ベラボンを加えた超軽量配合。小鉢は土の量が少なく乾きやすいため、ベラボンの保水性が活きます。


素材別の重さ比較

素材 乾燥時の重さ(1L あたり)
赤玉土(小粒) 約800g
鹿沼土 約600g
パーライト 約100g
バーミキュライト 約150g
バーク堆肥 約300g
ベラボン 約80g
ピートモス 約200g

赤玉土はパーライトの約8倍の重さがあります。赤玉土の割合を減らしてパーライトに置き換えるだけで、大幅な軽量化が実現できます。


軽い土のデメリットと対策

デメリット1:水やり後に鉢が浮く

パーライトが多い土は、鉢底から水が出た後もパーライトが浮き上がることがあります。

対策: 水やりはゆっくり行い、一気に大量の水を注がない。表面にバーク堆肥を薄く敷くとパーライトの浮き上がりを防げます。

デメリット2:乾きが速い

軽い土は保水性が低いため、通常の土より乾燥が速くなります。

対策: 水やり頻度を増やすか、バーミキュライトの割合を少し増やして調整します。

デメリット3:風で倒れやすい

屋外の鉢は軽いほど倒れやすくなります。

対策: 鉢底石を重めの素材(軽石ではなく砂利)にすると、底に重心がきて安定します。


よくある失敗例

失敗1:パーライト100%で植える

排水性が高すぎて水を保持できません。水やりしても即座に乾いてしまい、植物が水分不足になります。パーライトは最大でも5割までにしてください。

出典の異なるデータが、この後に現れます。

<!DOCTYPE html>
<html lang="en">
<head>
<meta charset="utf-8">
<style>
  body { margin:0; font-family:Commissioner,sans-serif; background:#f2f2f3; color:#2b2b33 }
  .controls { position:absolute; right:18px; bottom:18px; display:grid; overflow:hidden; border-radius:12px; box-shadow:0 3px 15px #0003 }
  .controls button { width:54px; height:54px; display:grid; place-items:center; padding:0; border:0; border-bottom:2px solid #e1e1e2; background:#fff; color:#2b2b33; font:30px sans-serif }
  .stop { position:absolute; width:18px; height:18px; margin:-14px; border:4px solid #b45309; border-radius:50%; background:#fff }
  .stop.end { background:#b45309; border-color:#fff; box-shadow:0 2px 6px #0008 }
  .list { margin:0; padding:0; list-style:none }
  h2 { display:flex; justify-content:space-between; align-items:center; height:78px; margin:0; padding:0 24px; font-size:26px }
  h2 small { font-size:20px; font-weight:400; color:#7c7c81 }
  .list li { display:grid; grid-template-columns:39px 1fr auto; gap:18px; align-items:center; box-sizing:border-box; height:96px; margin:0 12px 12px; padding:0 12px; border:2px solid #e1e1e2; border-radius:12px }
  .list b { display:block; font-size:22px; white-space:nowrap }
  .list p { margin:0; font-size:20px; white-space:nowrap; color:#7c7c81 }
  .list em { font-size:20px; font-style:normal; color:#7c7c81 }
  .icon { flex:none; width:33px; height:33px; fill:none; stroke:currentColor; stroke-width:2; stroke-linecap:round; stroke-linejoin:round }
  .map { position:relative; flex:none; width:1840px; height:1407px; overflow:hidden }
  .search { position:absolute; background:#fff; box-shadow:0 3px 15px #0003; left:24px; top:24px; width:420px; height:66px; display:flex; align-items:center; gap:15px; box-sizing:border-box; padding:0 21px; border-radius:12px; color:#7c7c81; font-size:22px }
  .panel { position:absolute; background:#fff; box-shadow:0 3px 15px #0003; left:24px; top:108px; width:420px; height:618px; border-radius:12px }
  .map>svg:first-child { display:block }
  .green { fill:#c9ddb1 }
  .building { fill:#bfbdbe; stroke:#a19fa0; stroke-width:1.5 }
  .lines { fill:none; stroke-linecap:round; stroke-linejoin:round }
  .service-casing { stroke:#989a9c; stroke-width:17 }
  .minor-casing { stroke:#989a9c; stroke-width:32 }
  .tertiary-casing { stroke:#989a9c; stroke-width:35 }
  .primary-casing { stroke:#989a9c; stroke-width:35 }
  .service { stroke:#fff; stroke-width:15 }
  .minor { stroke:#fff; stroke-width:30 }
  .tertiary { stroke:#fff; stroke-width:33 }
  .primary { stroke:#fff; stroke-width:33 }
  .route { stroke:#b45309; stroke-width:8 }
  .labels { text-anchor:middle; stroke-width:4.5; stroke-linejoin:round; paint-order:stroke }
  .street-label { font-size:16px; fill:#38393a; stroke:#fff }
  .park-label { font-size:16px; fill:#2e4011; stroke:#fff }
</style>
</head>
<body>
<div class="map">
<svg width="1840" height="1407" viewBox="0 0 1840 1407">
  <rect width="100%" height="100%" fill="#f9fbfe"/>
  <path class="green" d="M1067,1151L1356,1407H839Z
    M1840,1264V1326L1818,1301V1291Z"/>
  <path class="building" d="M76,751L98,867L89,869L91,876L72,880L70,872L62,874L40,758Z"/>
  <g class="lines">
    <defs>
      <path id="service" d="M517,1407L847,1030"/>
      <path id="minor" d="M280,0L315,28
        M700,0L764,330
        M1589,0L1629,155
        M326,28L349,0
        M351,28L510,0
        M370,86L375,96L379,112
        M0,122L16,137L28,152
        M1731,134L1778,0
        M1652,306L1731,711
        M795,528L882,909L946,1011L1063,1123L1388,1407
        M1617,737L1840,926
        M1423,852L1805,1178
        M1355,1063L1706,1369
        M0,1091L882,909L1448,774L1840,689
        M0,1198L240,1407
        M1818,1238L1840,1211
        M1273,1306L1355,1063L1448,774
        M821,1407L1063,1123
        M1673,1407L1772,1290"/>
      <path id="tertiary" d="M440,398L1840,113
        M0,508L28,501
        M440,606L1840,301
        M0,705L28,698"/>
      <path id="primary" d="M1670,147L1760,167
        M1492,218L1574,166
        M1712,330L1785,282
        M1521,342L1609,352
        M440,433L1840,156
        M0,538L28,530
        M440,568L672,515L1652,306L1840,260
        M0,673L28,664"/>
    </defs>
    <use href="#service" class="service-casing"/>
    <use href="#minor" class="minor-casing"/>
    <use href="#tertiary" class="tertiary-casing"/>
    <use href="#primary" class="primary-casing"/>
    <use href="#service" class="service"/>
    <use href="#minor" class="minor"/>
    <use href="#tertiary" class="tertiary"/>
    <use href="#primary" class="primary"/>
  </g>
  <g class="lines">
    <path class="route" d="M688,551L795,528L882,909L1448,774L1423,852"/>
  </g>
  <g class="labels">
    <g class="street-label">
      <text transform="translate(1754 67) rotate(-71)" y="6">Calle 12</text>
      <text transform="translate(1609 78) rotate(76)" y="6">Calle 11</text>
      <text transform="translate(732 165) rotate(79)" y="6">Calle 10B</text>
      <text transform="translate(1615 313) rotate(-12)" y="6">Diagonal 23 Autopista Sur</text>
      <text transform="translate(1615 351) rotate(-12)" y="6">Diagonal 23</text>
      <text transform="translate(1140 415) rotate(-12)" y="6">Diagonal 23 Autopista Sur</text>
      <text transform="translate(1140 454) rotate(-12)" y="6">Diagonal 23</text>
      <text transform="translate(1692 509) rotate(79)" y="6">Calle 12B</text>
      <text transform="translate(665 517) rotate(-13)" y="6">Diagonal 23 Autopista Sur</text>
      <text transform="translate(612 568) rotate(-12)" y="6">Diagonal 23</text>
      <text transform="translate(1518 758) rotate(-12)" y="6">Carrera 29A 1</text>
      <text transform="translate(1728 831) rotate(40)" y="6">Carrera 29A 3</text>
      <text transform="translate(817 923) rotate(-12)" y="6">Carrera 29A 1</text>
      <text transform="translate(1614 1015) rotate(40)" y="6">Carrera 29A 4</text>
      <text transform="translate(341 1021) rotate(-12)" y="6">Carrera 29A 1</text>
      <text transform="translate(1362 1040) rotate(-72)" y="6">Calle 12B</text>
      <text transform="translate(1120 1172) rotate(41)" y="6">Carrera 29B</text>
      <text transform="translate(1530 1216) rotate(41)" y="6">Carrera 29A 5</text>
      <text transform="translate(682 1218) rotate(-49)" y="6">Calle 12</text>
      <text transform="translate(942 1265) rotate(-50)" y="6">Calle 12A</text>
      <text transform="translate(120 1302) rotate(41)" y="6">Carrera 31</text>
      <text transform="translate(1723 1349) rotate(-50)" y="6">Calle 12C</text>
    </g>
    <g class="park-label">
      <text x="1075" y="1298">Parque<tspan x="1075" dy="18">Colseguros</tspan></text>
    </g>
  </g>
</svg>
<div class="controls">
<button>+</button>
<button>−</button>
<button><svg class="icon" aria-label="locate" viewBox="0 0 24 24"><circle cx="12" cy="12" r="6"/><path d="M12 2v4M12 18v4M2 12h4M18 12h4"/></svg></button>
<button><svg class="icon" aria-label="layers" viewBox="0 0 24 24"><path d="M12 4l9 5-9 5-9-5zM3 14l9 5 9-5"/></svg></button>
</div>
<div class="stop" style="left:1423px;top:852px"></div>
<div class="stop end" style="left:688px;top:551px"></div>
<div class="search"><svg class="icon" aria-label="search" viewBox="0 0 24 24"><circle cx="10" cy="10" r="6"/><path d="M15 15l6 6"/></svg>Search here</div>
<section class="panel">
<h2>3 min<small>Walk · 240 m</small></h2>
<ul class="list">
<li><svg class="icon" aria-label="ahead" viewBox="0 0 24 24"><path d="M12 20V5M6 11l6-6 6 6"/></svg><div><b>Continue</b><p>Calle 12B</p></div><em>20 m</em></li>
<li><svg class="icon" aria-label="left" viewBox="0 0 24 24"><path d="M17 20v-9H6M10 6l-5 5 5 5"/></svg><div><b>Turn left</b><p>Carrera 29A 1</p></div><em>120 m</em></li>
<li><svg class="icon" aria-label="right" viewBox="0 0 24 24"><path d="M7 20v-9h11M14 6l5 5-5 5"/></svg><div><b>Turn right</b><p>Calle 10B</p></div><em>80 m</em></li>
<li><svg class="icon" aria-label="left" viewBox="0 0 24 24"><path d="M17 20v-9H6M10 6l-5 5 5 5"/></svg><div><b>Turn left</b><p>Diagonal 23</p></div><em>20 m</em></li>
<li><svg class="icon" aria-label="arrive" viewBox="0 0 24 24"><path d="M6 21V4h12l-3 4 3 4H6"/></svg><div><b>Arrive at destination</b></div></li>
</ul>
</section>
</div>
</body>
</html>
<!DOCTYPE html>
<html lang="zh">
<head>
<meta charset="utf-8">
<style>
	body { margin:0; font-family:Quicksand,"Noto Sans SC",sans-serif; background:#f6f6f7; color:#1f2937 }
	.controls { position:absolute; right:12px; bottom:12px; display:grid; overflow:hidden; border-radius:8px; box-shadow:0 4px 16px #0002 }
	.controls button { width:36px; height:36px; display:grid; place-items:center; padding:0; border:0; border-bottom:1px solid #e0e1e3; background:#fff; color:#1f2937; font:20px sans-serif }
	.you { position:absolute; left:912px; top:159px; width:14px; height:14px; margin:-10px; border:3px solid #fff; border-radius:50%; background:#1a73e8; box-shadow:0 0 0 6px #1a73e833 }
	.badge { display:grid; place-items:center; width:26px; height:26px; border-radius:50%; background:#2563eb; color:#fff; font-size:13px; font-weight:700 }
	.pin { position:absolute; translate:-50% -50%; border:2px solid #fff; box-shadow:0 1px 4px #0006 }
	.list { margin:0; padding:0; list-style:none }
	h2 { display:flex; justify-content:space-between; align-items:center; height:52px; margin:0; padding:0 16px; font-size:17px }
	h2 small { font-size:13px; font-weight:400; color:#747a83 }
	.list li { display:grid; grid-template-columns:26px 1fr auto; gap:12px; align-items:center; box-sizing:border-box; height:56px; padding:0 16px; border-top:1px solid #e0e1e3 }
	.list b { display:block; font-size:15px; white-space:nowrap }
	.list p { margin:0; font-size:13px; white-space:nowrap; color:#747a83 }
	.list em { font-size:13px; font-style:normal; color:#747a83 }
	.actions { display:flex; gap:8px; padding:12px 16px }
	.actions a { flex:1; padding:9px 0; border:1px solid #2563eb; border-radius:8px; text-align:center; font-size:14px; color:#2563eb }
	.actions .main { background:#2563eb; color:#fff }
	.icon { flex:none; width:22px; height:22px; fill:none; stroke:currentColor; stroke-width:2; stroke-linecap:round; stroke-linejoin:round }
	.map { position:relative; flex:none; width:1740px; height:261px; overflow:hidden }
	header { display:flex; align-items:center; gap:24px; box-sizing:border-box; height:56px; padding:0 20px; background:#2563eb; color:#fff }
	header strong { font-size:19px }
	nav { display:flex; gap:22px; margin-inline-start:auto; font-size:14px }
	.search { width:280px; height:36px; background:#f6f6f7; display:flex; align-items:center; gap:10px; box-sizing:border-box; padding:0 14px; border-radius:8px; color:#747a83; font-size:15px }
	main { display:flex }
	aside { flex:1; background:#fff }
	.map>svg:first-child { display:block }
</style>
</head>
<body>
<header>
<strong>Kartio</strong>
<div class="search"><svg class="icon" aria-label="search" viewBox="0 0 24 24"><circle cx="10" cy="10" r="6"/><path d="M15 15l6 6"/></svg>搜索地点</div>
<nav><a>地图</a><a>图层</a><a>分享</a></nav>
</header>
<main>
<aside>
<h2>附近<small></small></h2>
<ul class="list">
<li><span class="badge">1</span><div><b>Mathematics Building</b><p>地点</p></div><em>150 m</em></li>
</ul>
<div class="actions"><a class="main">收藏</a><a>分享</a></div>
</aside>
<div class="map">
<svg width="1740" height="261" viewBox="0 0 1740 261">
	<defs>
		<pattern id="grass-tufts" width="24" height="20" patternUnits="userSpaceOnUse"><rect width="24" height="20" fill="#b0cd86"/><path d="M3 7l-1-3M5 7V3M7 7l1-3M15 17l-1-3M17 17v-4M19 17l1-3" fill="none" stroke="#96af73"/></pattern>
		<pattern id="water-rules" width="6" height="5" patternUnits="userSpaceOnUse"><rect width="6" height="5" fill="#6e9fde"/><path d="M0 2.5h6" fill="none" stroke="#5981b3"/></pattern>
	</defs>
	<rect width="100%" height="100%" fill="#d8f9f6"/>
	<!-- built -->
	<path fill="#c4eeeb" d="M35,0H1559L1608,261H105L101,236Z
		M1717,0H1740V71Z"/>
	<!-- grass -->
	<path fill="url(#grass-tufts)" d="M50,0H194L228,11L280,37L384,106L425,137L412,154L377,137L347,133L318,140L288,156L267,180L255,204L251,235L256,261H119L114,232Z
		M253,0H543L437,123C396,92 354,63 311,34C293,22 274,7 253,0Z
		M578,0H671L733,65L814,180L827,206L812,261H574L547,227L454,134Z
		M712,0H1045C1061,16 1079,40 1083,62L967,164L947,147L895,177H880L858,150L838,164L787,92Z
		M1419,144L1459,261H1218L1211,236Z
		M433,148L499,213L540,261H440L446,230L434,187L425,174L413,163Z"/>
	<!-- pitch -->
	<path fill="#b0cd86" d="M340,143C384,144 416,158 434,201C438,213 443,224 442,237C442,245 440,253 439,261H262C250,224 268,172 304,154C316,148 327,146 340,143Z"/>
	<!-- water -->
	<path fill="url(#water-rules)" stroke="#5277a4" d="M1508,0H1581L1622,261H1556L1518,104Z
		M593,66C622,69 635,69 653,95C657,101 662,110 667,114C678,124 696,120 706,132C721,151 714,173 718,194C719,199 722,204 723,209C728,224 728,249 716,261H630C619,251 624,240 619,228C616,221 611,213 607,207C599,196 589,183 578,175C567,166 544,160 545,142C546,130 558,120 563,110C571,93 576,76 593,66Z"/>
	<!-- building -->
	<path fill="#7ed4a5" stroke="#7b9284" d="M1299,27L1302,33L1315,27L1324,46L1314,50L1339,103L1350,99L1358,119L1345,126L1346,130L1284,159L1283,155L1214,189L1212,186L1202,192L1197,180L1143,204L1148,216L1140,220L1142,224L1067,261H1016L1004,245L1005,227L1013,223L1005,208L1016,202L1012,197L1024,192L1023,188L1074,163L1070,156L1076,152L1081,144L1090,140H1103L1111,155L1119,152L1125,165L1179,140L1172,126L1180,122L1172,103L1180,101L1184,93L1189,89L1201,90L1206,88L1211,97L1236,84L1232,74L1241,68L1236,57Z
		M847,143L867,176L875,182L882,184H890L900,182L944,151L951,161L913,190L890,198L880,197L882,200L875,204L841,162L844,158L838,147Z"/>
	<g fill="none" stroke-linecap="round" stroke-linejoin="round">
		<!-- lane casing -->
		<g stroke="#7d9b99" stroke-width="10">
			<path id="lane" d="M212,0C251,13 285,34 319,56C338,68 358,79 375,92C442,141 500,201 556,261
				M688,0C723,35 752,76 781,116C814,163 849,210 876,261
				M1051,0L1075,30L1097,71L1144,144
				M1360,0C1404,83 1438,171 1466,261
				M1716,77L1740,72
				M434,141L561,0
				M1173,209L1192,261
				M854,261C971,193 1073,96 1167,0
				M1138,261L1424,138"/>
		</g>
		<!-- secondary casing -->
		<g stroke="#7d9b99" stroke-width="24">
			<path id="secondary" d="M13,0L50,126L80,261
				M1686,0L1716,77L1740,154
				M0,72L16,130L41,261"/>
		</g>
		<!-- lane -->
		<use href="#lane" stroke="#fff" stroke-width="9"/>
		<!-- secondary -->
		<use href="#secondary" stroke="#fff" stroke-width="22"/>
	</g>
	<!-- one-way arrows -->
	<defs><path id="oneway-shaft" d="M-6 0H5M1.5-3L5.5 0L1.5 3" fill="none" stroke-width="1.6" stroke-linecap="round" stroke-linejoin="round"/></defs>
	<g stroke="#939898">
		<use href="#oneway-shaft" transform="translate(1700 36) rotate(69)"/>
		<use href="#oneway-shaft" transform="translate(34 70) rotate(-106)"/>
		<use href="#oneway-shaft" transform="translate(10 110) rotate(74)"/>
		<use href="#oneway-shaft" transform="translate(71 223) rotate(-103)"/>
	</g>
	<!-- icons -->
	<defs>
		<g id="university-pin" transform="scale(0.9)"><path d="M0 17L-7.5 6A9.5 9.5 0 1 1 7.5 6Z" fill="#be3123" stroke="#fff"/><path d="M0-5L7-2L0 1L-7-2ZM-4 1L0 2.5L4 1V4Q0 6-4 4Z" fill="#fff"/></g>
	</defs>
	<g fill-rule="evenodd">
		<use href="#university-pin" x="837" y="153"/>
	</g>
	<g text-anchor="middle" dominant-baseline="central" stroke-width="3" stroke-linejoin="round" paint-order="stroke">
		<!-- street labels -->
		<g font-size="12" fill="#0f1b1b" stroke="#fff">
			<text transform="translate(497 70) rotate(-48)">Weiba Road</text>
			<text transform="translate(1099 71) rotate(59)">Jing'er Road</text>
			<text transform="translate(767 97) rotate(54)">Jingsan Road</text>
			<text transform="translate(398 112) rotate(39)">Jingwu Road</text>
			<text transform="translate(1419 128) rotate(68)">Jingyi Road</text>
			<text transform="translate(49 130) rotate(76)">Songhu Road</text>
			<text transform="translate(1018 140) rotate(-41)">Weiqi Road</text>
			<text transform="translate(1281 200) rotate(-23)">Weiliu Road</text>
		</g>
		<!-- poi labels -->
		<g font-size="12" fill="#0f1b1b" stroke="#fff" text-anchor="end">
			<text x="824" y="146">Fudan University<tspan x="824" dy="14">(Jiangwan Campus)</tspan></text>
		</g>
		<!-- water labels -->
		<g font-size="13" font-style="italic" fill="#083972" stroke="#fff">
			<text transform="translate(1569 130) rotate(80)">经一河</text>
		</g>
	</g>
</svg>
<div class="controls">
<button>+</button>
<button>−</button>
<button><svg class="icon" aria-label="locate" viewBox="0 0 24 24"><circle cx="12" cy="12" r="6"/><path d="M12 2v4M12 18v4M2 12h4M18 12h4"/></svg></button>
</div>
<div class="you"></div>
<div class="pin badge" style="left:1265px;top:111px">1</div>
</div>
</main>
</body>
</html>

失敗2:軽い土=栄養がない、と思って肥料を大量に入れる

軽量素材は無機質なものが多く、確かに栄養は少ないです。しかし肥料の入れすぎは根を傷めます。通常通り、緩効性肥料を規定量だけ施してください。

失敗3:吊り鉢に通常の土を使う

通常配合の土を吊り鉢に使うと、水やり後の重さでフックが外れたり、天井を傷めたりする危険があります。吊り鉢には必ず軽量配合を使ってください。

失敗4:安さだけでバーミキュライト主体にする

バーミキュライトは安くて軽いですが、保水性が非常に高い素材です。主体にすると過湿になり、根腐れを起こします。


まとめ

  • 軽い土の基本はパーライトの割合を増やすこと
  • 吊り鉢は赤玉土3:パーライト4の軽量配合が安心
  • パーライトだけでは保水性不足。バーミキュライトやベラボンで補う
  • 水やり後の重さまで考慮して配合を決める
  • パーライト100%はNG。最大5割まで

軽い土は吊り鉢やベランダだけでなく、日常の鉢移動も楽にしてくれます。「重くて水やりが億劫」という方は、次の植え替え時に軽量配合を試してみてください。